Lead Image © orangeline, 123RF.com

Lead Image © orangeline, 123RF.com

Udev with virtual machines

Technical Knockout

Article from ADMIN 17/2013
By
For many cloud admins, the kernel's udev system and associated rules equate to infinite renumbering of network interfaces and manual adjustment. We show how to keep on top of these tasks without deleting system files en masse.

Any admin who has ever cloned a virtual SUSE system has probably encountered the following issue: The newly cloned VM hangs when booting and waits for the default devices (Figure 1). At the end of the extended boot procedure, the configured network interface (NIC) eth0 on the original has mutated into a NIC named eth1, and the numbers of other NICs have been increased by one. A similar thing happens with almost all other Linux distributions, and the problem is independent of the hypervisor.
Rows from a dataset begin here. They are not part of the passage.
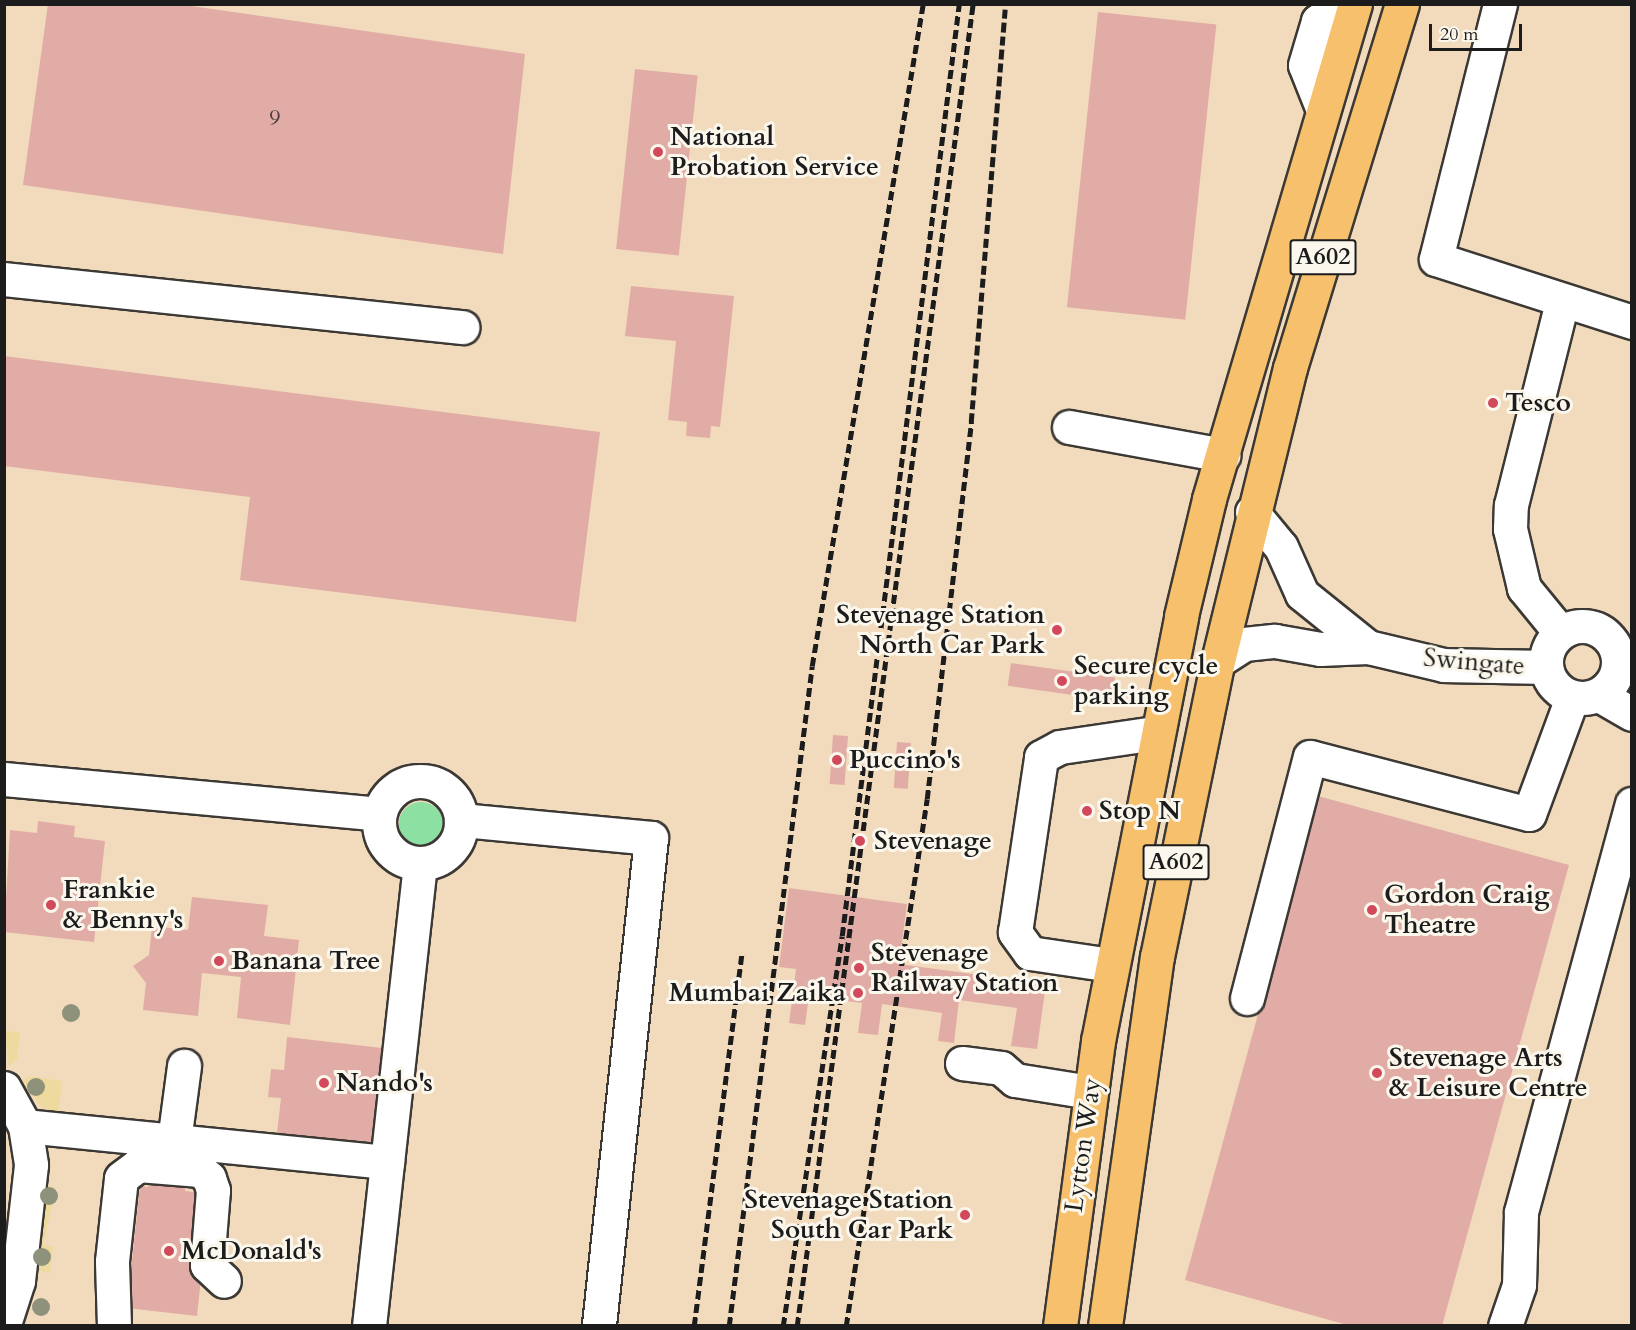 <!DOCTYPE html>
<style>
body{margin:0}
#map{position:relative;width:1636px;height:1330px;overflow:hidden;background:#f2dbbd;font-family:Cardo,serif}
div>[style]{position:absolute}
.green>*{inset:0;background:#8be0a2}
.round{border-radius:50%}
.sand>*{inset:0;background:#eeda9e}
.building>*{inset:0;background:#e1aca5;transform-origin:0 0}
.roads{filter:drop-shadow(2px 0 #3c3934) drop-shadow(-2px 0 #3c3934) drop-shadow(0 2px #3c3934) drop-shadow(0 -2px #3c3934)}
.minor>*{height:33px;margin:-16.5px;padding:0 16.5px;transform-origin:16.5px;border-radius:16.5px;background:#fff}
.minor>.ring{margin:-16.5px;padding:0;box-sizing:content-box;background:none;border:33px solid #fff;border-radius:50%}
.major>*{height:33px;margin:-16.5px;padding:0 16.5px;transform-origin:16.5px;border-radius:16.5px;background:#f7c06c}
.rail>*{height:4.5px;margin-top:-2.25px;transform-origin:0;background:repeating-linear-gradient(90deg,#1c1c1c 0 9px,transparent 0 13.5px)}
.trees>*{width:18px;height:18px;margin:-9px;border-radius:50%;background:#8e927a}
.dots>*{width:16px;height:16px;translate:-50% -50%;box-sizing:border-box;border:3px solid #fbf7ec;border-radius:50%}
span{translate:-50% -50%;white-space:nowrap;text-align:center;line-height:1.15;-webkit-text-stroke:6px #fbf7ec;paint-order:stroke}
.number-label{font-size:22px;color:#4d403e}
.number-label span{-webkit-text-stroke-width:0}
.shield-label span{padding:2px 4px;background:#fbf7ec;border:2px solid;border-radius:4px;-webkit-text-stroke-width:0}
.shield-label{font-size:24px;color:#1c1c1c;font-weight:700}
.poi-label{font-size:26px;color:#1c1c1c;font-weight:700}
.left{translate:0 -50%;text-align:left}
.right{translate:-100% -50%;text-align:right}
.street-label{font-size:26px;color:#1c1c1c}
.frame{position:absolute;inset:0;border:6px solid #1c1c1c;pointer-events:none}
.scale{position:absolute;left:1429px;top:24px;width:93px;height:27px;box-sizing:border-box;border:3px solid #1c1c1c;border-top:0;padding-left:8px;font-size:18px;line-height:21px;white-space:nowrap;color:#1c1c1c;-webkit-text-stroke:4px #fbf7ec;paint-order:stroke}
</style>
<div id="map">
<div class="green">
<div class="round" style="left:399px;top:802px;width:44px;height:44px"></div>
</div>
<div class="sand">
<div style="clip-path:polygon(4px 1031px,20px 1032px,17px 1060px,9px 1066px)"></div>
<div style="clip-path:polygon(29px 1076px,62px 1081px,58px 1115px,40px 1106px,23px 1082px)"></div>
<div style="clip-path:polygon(43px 1186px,56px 1187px,43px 1245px,53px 1246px,50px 1273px,35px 1270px)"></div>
</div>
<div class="building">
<div style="clip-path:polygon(48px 4px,177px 4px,525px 54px,503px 254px,23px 185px)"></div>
<div style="left:1098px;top:12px;width:119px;height:297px;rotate:6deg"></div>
<div style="left:635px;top:69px;width:63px;height:181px;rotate:6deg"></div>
<div style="clip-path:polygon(631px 286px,734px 296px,720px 427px,711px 426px,710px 438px,686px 436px,687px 422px,668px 420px,676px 341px,625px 336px)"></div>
<div style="clip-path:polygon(4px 356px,600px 432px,576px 622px,240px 580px,250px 497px,4px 466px)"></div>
<div style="left:1011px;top:663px;width:105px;height:23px;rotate:8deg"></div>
<div style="left:833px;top:735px;width:15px;height:49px;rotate:4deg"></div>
<div style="left:897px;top:742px;width:14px;height:46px;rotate:4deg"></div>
<div style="clip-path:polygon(1318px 796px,1569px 865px,1442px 1326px,1351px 1326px,1185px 1280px)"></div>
<div style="clip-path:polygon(38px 821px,75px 826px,74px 837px,105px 841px,94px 942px,4px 932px,10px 830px,37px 833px)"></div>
<div style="clip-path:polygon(789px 888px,907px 904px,899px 964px,1046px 984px,1037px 1049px,1011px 1046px,1017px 1008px,959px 1000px,954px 1043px,938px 1041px,942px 1013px,882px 1004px,878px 1035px,858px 1033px,862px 1003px,809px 996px,805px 1025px,789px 1023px,796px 969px,779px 967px)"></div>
<div style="clip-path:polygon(192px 897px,268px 905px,264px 936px,299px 940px,290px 1025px,237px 1018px,241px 977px,202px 973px,198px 1016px,143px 1010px,146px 983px,133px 966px,149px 955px,152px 926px,188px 930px)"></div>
<div style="clip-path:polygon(287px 1037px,382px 1048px,372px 1143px,277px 1133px,281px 1098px,268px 1097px,271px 1069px,284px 1070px)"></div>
<div style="clip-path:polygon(149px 1173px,187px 1178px,185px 1191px,210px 1194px,197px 1316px,127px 1308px,140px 1186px,148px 1187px)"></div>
</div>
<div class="roads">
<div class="minor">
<div style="left:1500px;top:4px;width:263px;rotate:104.1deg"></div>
<div style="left:1436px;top:259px;width:206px;rotate:17.8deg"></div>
<div style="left:1323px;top:110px;width:48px;rotate:-111.8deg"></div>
<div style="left:1305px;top:65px;width:46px;rotate:-73.5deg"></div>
<div style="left:1318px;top:21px;width:29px;rotate:-36deg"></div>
<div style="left:4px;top:279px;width:461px;rotate:6deg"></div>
<div style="left:1069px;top:427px;width:157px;rotate:10.3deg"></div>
<div style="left:1252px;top:512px;width:45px;rotate:50.4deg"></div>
<div style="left:1281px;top:547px;width:51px;rotate:65.9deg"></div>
<div style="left:1302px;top:594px;width:85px;rotate:38.8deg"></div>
<div class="ring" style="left:1546px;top:626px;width:39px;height:39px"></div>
<div style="left:1560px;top:632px;width:57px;rotate:-129.3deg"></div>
<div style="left:1524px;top:588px;width:61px;rotate:-103.3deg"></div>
<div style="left:1510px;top:529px;width:24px;rotate:-88deg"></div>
<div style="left:1511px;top:505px;width:209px;rotate:-75.9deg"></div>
<div style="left:1218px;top:661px;width:31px;rotate:-33deg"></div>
<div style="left:1244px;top:644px;width:31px;rotate:-6deg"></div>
<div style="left:1275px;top:641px;width:46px;rotate:10.1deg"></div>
<div style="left:1320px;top:649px;width:48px;rotate:-2.4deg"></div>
<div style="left:1368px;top:647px;width:78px;rotate:13.3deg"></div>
<div style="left:1444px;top:665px;width:100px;rotate:1.1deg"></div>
<div style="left:1599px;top:695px;width:38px;rotate:30deg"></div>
<div style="left:4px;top:779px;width:377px;rotate:5.3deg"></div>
<div class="ring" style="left:379px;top:781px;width:49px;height:49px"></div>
<div style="left:461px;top:820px;width:191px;rotate:5.4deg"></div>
<div style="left:651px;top:838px;width:491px;rotate:96.1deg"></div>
<div style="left:1111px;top:965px;width:82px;rotate:-171.6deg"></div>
<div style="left:1030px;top:953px;width:26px;rotate:-126deg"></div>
<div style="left:1015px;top:932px;width:177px;rotate:-81.5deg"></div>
<div style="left:1041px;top:757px;width:21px;rotate:-28deg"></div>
<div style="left:1060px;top:747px;width:96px;rotate:-8.4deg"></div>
<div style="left:1247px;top:998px;width:249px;rotate:-75.4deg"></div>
<div style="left:1310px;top:757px;width:226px;rotate:14.6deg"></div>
<div style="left:1529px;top:814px;width:124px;rotate:-69.7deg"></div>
<div style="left:962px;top:1063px;width:39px;rotate:7deg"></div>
<div style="left:1001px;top:1068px;width:18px;rotate:41deg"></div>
<div style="left:1015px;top:1080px;width:76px;rotate:9.1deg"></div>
<div style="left:4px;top:1088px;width:43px;rotate:61.1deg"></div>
<div style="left:25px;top:1126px;width:39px;rotate:81deg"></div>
<div style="left:31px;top:1165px;width:117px;rotate:96.4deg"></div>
<div style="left:18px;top:1281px;width:45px;rotate:108deg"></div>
<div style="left:25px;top:1126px;width:364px;rotate:5.7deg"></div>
<div style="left:174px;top:1141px;width:76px;rotate:-82.4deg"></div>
<div style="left:114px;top:1326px;width:65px;rotate:-91.8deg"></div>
<div style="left:112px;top:1261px;width:83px;rotate:-83.8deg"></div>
<div style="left:121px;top:1178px;width:21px;rotate:-37deg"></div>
<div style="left:138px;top:1165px;width:62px;rotate:4.6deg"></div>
<div style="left:200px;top:1170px;width:12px;rotate:42deg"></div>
<div style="left:209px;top:1178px;width:13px;rotate:72deg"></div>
<div style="left:213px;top:1190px;width:75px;rotate:94.6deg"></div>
<div style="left:207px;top:1265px;width:23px;rotate:43deg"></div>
<div style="left:369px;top:1326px;width:465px;rotate:-83.7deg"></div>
<div style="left:1505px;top:1326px;width:43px;rotate:-71.1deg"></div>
<div style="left:1519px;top:1285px;width:73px;rotate:-88.4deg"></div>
<div style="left:1521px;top:1212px;width:423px;rotate:-74.8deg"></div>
</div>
<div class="major">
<div style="left:1060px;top:1326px;width:288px;rotate:-82.4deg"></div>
<div style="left:1098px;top:1041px;width:433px;rotate:-78.9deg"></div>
<div style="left:1181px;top:616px;width:120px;rotate:-76.5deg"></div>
<div style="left:1209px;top:499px;width:516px;rotate:-73.57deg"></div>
<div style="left:1105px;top:1326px;width:373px;rotate:-82deg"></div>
<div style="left:1157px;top:957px;width:302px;rotate:-78.4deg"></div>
<div style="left:1218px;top:661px;width:302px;rotate:-76.2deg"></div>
<div style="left:1290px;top:368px;width:381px;rotate:-72.9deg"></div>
</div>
</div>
<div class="rail">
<div style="left:694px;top:1326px;width:377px;rotate:-82.7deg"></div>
<div style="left:729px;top:1326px;width:665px;rotate:-82.83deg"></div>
<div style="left:812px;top:666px;width:671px;rotate:-80.48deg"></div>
<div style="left:783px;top:1326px;width:394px;rotate:-81.4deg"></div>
<div style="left:842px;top:936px;width:939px;rotate:-82.84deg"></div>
<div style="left:797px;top:1326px;width:1334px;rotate:-82.42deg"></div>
<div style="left:846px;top:1326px;width:533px;rotate:-81.26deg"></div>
<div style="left:927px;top:799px;width:380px;rotate:-83.3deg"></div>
<div style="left:971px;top:422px;width:419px;rotate:-85.3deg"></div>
</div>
<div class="trees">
<div style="left:71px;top:1013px"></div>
<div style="left:36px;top:1087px"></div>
<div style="left:49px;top:1196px"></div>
<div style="left:42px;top:1257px"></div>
<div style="left:41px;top:1307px"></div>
</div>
<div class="dots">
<div style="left:658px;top:152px;background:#d1495b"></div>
<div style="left:1493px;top:403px;background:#d1495b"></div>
<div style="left:1057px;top:630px;background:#d1495b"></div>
<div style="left:1062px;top:681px;background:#d1495b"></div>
<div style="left:837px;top:760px;background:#d1495b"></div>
<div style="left:1087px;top:811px;background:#d1495b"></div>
<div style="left:860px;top:841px;background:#d1495b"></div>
<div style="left:51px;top:905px;background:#d1495b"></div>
<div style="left:1372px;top:910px;background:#d1495b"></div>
<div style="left:219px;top:961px;background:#d1495b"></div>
<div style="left:859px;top:968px;background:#d1495b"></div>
<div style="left:858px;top:993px;background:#d1495b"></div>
<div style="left:1377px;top:1073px;background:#d1495b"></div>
<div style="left:324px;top:1083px;background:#d1495b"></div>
<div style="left:965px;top:1215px;background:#d1495b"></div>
<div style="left:169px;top:1251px;background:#d1495b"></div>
</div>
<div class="number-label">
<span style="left:275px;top:119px">9</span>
</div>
<div class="shield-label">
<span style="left:1323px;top:257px">A602</span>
<span style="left:1176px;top:862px">A602</span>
</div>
<div class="poi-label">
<span class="left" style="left:670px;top:152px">National<br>Probation Service</span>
<span class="left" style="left:1505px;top:403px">Tesco</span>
<span class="right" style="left:1045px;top:630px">Stevenage Station<br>North Car Park</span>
<span class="left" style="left:1074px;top:681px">Secure cycle<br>parking</span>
<span class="left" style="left:849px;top:760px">Puccino's</span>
<span class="left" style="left:1099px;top:811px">Stop N</span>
<span class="left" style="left:874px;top:841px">Stevenage</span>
<span class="left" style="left:63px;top:905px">Frankie<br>&amp; Benny's</span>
<span class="left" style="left:1384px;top:910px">Gordon Craig<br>Theatre</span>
<span class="left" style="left:871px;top:968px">Stevenage<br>Railway Station</span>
<span class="left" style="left:231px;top:961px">Banana Tree</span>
<span class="right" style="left:846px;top:993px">Mumbai Zaika</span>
<span class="left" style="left:1389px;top:1073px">Stevenage Arts<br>&amp; Leisure Centre</span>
<span class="left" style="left:336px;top:1083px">Nando's</span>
<span class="right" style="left:953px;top:1215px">Stevenage Station<br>South Car Park</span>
<span class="left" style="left:181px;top:1251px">McDonald's</span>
</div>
<div class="street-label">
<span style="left:1474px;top:662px;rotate:5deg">Swingate</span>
<span style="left:1083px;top:1145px;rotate:-82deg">Lytton Way</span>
</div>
<div class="frame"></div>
<div class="scale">20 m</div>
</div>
Thus, the clone loses its network configuration, and you have to revise it manually at the console.

Figure 1: A cloned SLES waiting for devices while booting.

The blame is quickly placed on udev, but the udev device manager is actually doing its job. During the kernel's hardware detection phase, udev loads all the modules asynchronously in no particular order. The process depends on several conditions – the PCI bus topology and the device drivers and the way they look for their hardware  – that can lead to infinitely changing device names. If, for example, eth0 and eth1 are reversed, the consequences can be serious depending on the system – from security problems to failure of central services.